The reduction and the formation of regulatory disulfide bonds serve as a key signaling element in chloroplasts. Members of the thioredoxin (Trx) superfamily of oxidoreductases play a major role in these processes. We have characterized a small family of plant-specific Trxs in Arabidopsis (Arabidopsis thaliana) that are rich in cysteine and histidine residues and are typified by a variable noncanonical redox active site. We found that the redox midpoint potential of three selected family members is significantly less reducing than that of the classic Trxs. Assays of subcellular localization demonstrated that all proteins are localized to the chloroplast. Selected members showed high activity, contingent on a dithiol electron donor, toward the chloroplast 2-cysteine peroxiredoxin A and poor activity toward the chloroplast NADP-malate dehydrogenase. The expression profile of the family members suggests that they have distinct roles. The intermediate redox midpoint potential value of the atypical Trxs might imply adaptability to function in modulating the redox state of chloroplast proteins with regulatory disulfides.

Dual targeting of the protein disulfide isomerase RB60 to the chloroplast and the endoplasmic reticulum.

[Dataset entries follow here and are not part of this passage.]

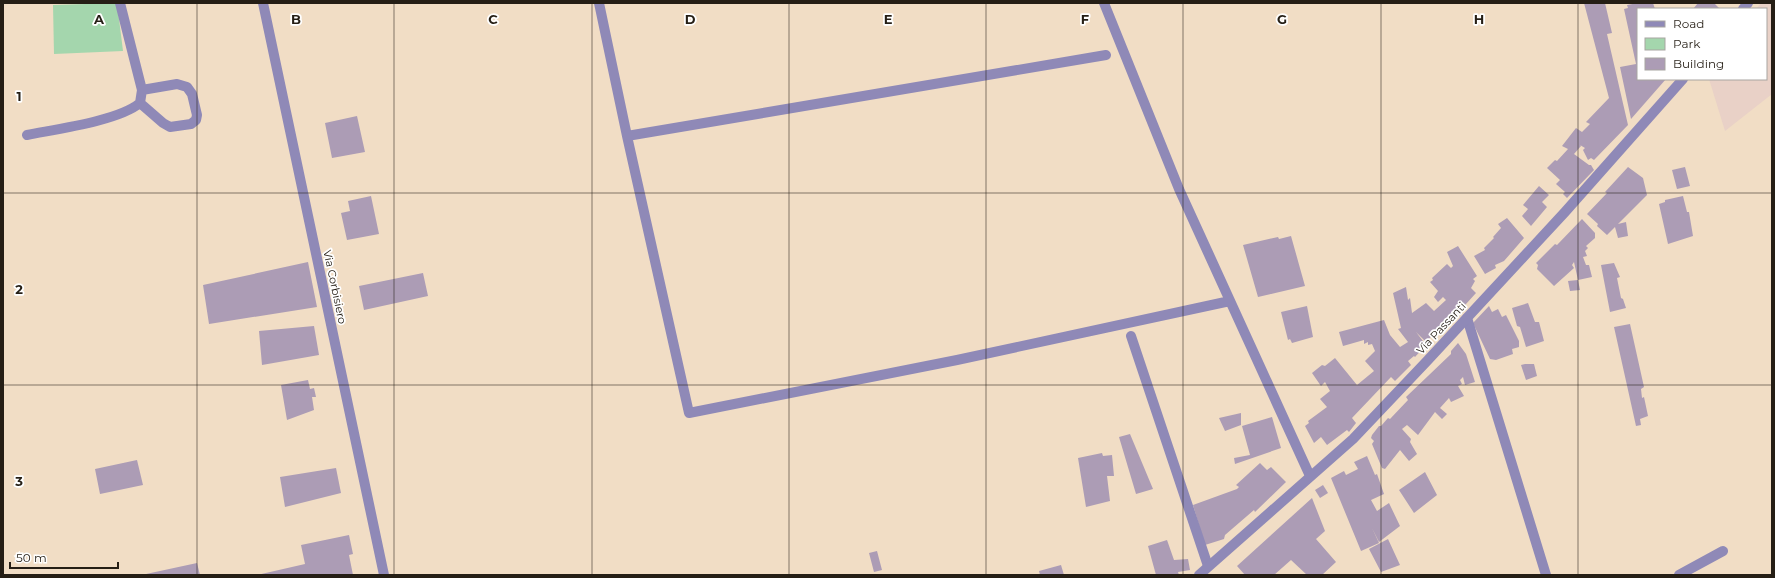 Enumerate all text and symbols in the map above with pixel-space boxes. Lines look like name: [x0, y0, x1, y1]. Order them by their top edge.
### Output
legend: [1637, 8, 1767, 80]
text: A: [93, 11, 105, 27]
text: B: [291, 11, 301, 27]
text: C: [488, 11, 498, 27]
text: D: [685, 11, 696, 27]
text: E: [884, 11, 893, 27]
text: F: [1081, 11, 1089, 27]
text: G: [1277, 11, 1287, 27]
text: H: [1474, 11, 1484, 27]
text: Road: [1673, 16, 1704, 31]
text: Park: [1673, 36, 1701, 51]
text: Building: [1673, 56, 1724, 71]
text: 1: [16, 88, 22, 104]
street label: Via Corbisiero: [320, 249, 350, 325]
text: 2: [15, 281, 23, 297]
street label: Via Passanti: [1413, 299, 1469, 357]
text: 3: [14, 473, 23, 489]
scale bar: [10, 544, 118, 570]
text: 50 m: [16, 550, 47, 565] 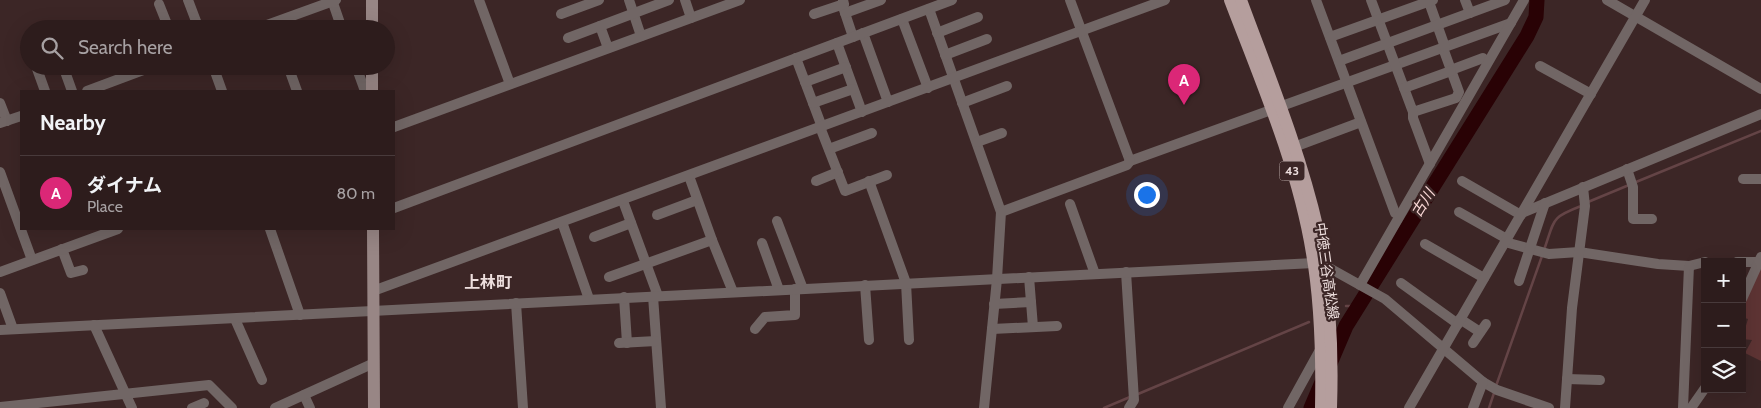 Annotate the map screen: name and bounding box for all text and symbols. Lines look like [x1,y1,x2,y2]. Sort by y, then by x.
search box [20,20,395,75]
icon: search [38,34,66,62]
text: Search here [78,36,172,59]
pin: A [1168,64,1200,105]
text: Nearby [40,110,106,135]
road number: 43 [1280,162,1304,180]
text: ダイナム [87,174,162,197]
your location [1134,182,1160,208]
text: A [51,184,61,203]
text: 80 m [337,184,375,203]
water label: 古川 [1407,184,1440,220]
text: Place [87,197,123,216]
street label: 中徳三谷高松線 [1311,221,1343,321]
map controls [1701,258,1746,393]
button: + [1701,258,1746,303]
district label: 上林町 [464,273,512,292]
button: − [1701,303,1746,348]
button: layers [1701,348,1746,393] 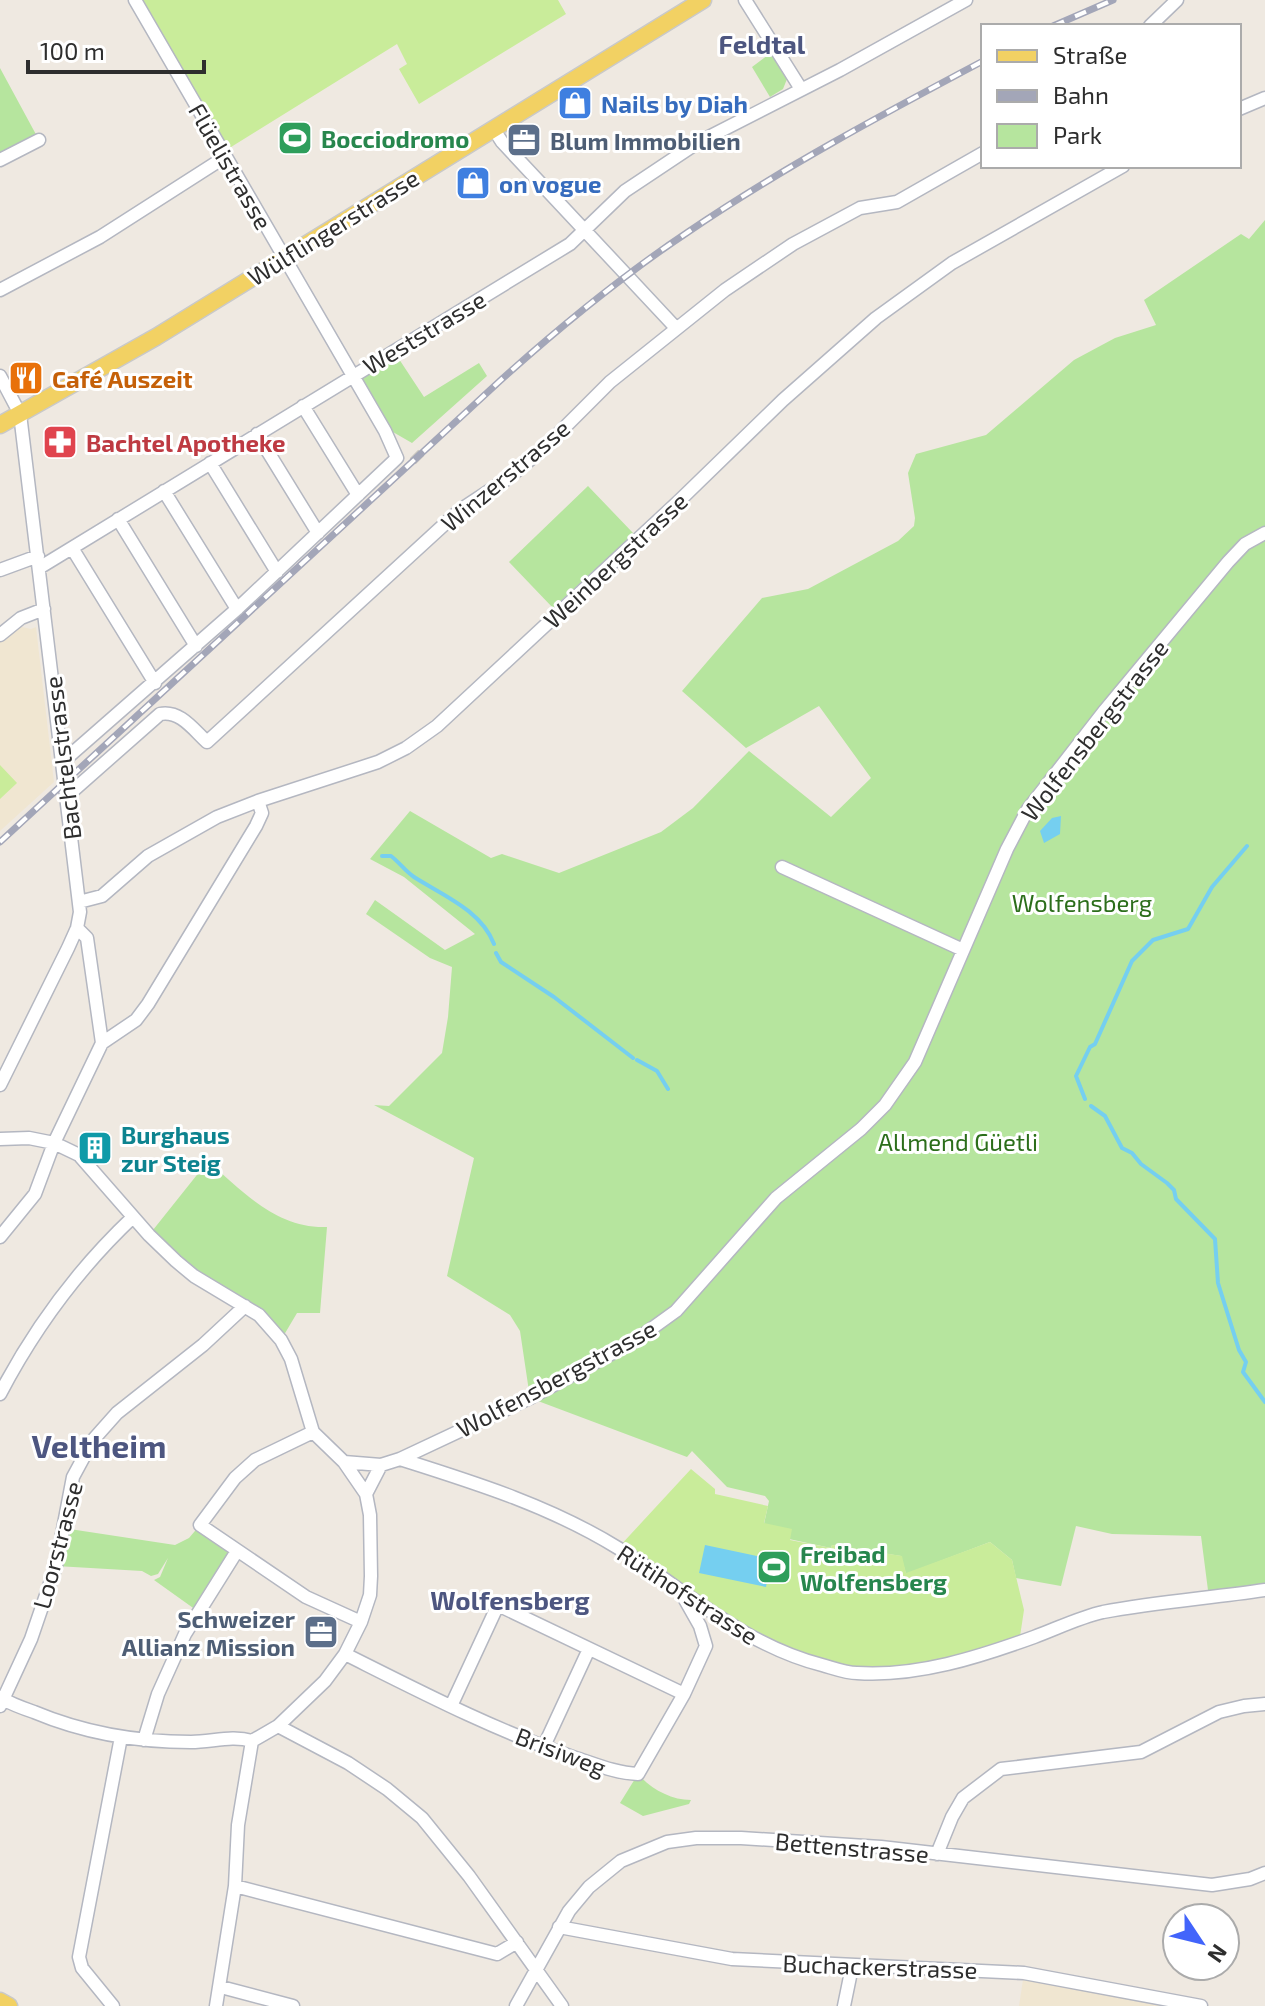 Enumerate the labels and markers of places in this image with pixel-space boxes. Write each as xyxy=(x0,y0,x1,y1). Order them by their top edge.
shop icon: Nails by Diah xyxy=(556,84,594,122)
place label: Nails by Diah xyxy=(601,89,748,118)
sports icon: Bocciodromo xyxy=(276,119,314,157)
office icon: Blum Immobilien xyxy=(505,121,543,159)
place label: Bocciodromo xyxy=(321,124,469,153)
place label: Blum Immobilien xyxy=(550,126,741,155)
shop icon: on vogue xyxy=(454,164,492,202)
place label: on vogue xyxy=(499,169,601,198)
restaurant icon: Café Auszeit xyxy=(7,359,45,397)
place label: Café Auszeit xyxy=(52,364,193,393)
pharmacy icon: Bachtel Apotheke xyxy=(41,423,79,461)
place label: Bachtel Apotheke xyxy=(86,428,286,457)
place label: Burghaus zur Steig xyxy=(121,1120,230,1177)
building icon: Burghaus zur Steig xyxy=(76,1129,114,1167)
place label: Freibad Wolfensberg xyxy=(800,1539,947,1596)
sports icon: Freibad Wolfensberg xyxy=(755,1548,793,1586)
place label: Schweizer Allianz Mission xyxy=(122,1604,296,1661)
office icon: Schweizer Allianz Mission xyxy=(302,1613,340,1651)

RB60 is an atypical protein disulfide isomerase (PDI) that functions as a member of a redox regulatory protein complex controlling translation in the chloroplast of Chlamydomonas reinhardtii, but also contains a C-terminal endoplasmic reticulum (ER) retention signal, -KDEL. Here, we show by fluorescence microscopy that RB60 resides in the chloroplast but also outside of the chloroplast colocalized with BiP, an ER marker protein. RB60 accumulates in microsomes that exhibit a typical ER magnesium-shift, and cotranslationally translocates into ER microsomes. The first 50-aa leader of RB60 is sufficient for both chloroplast and ER targeting. The leader is cleaved upon translocation into the ER, whereas it remains intact after import to the chloroplast. The leader sequence also contains an acidic domain that appears necessary for the protein's association with the thylakoid membranes. Based on these and additional results, we propose that the dual localization of RB60 occurs via the two conserved transport mechanisms, to the chloroplast and to the ER, that the chloroplast RB60 most likely carries an additional function in the ER, and that its mode of transport, including the differential cleavage of its N terminus, plays an important role in its suborganellar localization and organellar-specific function.